Alzinova: Positive results from the phase 1b study are presented at AAIC 2024

Alzinova AB (publ) (ticker:ALZ), a Swedish biopharma company focused on the development of treatments for Alzheimer's disease, present in-depth data from the company's phase 1b clinical trial with the vaccine candidate ALZ-101 at the Alzheimer's Association International Conference, AAIC, in Philadelphia, USA on 28 July - 1 August 2024. The presentation is made by Henrik Zetterberg, Professor of Neurochemistry at the University of Gothenburg and University College London and Scientific Advisor to Alzinova. The presentation includes data from the phase 1b study on the safety, tolerability and immunogenicity of the vaccine candidate ALZ-101 in patients with mild cognitive impairment (MCI) or mild Alzheimer's disease (AD).

‘The promising results from our phase 1b study show that ALZ-101 is not only safe and tolerable, but also effective in inducing an immune response in patients with mild Alzheimer's disease.
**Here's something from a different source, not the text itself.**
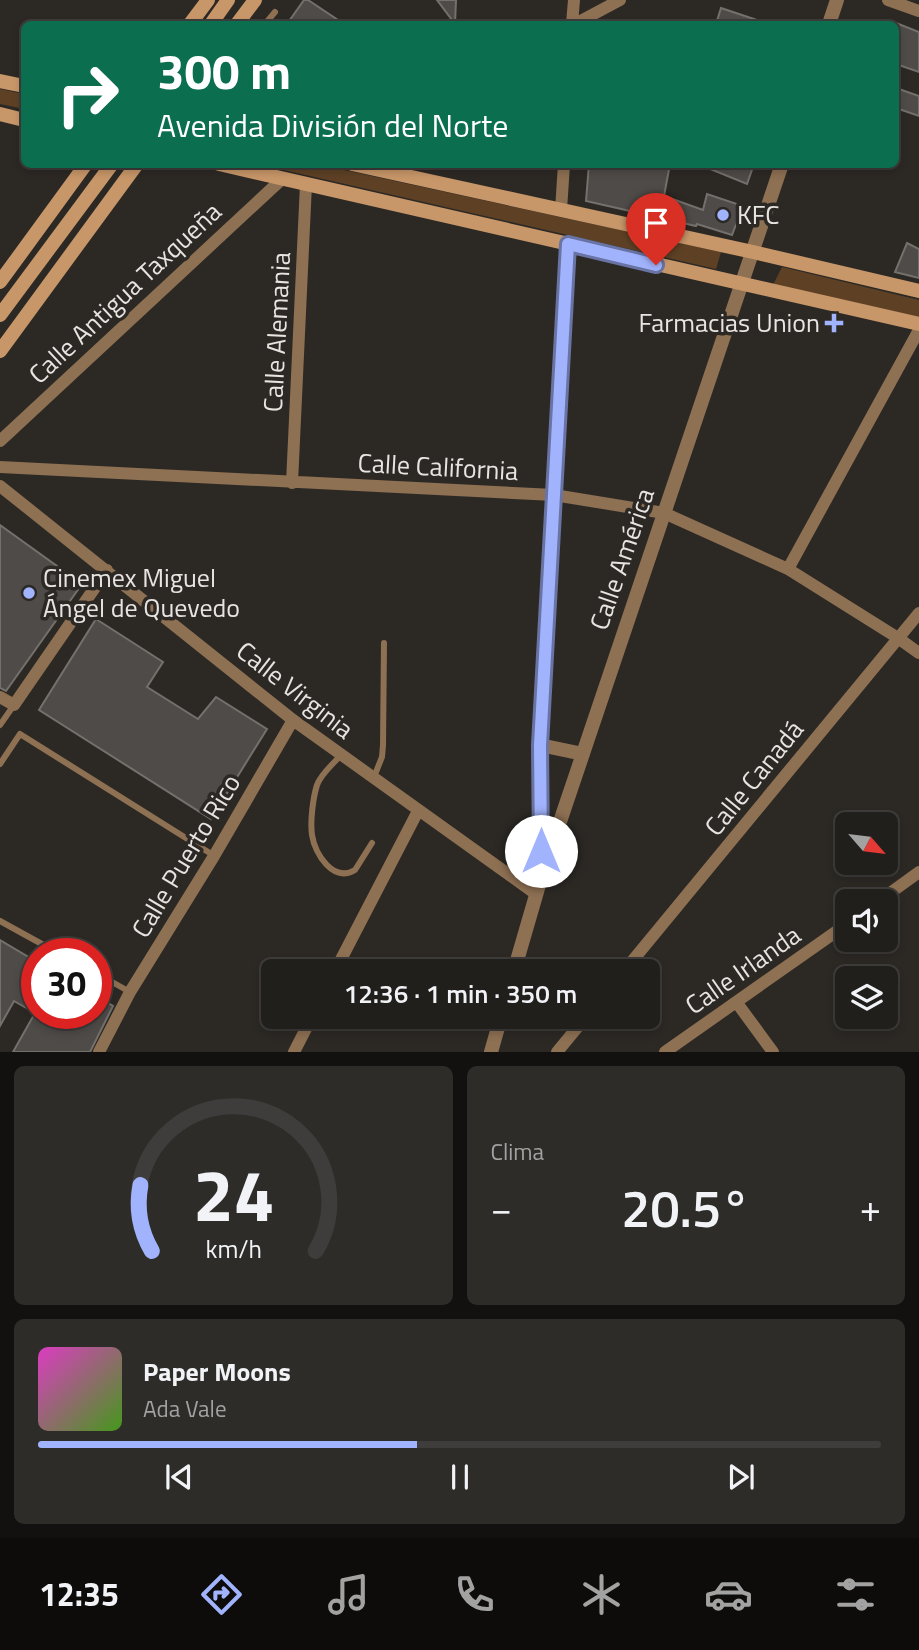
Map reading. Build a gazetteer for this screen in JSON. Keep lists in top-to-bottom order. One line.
{"streets":{"street":["Calle Antigua Taxqueña","Calle Alemania","Calle California","Calle América","Calle Virginia","Calle Canadá","Calle Puerto Rico","Calle Irlanda"]},"crossings":[["Calle Alemania","Calle California"],["Calle California","Calle América"],["Calle California","Calle Canadá"],["Calle América","Calle Virginia"],["Calle Virginia","Calle Puerto Rico"]],"places":{"other":["KFC","Cinemex Miguel Ángel de Quevedo"],"health":["Farmacias Union"]},"north":"bottom right","page":{"turn":["300 m","Avenida División del Norte"],"limit":"30","trip":"12:36 · 1 min · 350 m","tile":"Clima","heat":["−","20.5°","+"],"song":["Paper Moons","Ada Vale"],"tabs":"12:35","gauge":["24","km/h"]}}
This strengthens our conviction that ALZ-101 has the potential to be the next disease-modifying treatment for Alzheimer's disease with potential to be best-in-class’, comments Anders Sandberg, Chief Scientific Officer at Alzinova.

ALZ-101 is a vaccine being developed to help the body's immune system fight Alzheimer's disease. It consists of a stabilised form of the protein amyloid-beta-42 (Aβ42), which stimulates the body's own immune response specifically against harmful protein accumulations, also known as oligomers, in the brain that are linked to the disease. By targeting these toxic oligomers, the company hopes to offer a new disease-modifying treatment for Alzheimer's disease with the potential to slow or prevent its progression. Alzinova's treatment differs from other drugs in development in that the vaccine candidate ALZ-101 is significantly more specific in targeting toxic oligomers and, as a vaccine, is easy to administer. This makes ALZ-101 a very attractive drug candidate.

Summary of the poster:

  • The study met its primary endpoint of safety and tolerability after 20 weeks in patients with MCI and mild Alzheimer's disease.
  • No cases of meningoencephalitis or ARIA-E were detected.
  • ALZ-101 generated an oligomer-specific immune response in all, i.e. 100%, treated subjects in both dose groups.
  • Patients treated with a higher dose of ALZ-101 had a higher response to treatment.
  • Despite a short exposure time to antibodies (from week 8), high antibody levels had a positive effect on biomarkers (neugrogranin and tau) related to Alzheimer's disease already at week 20. Longer treatment duration may have further positive effects, including in patients with lower antibody responses (IgG titres), and this is currently being investigated in an open-label extension of the study (part B).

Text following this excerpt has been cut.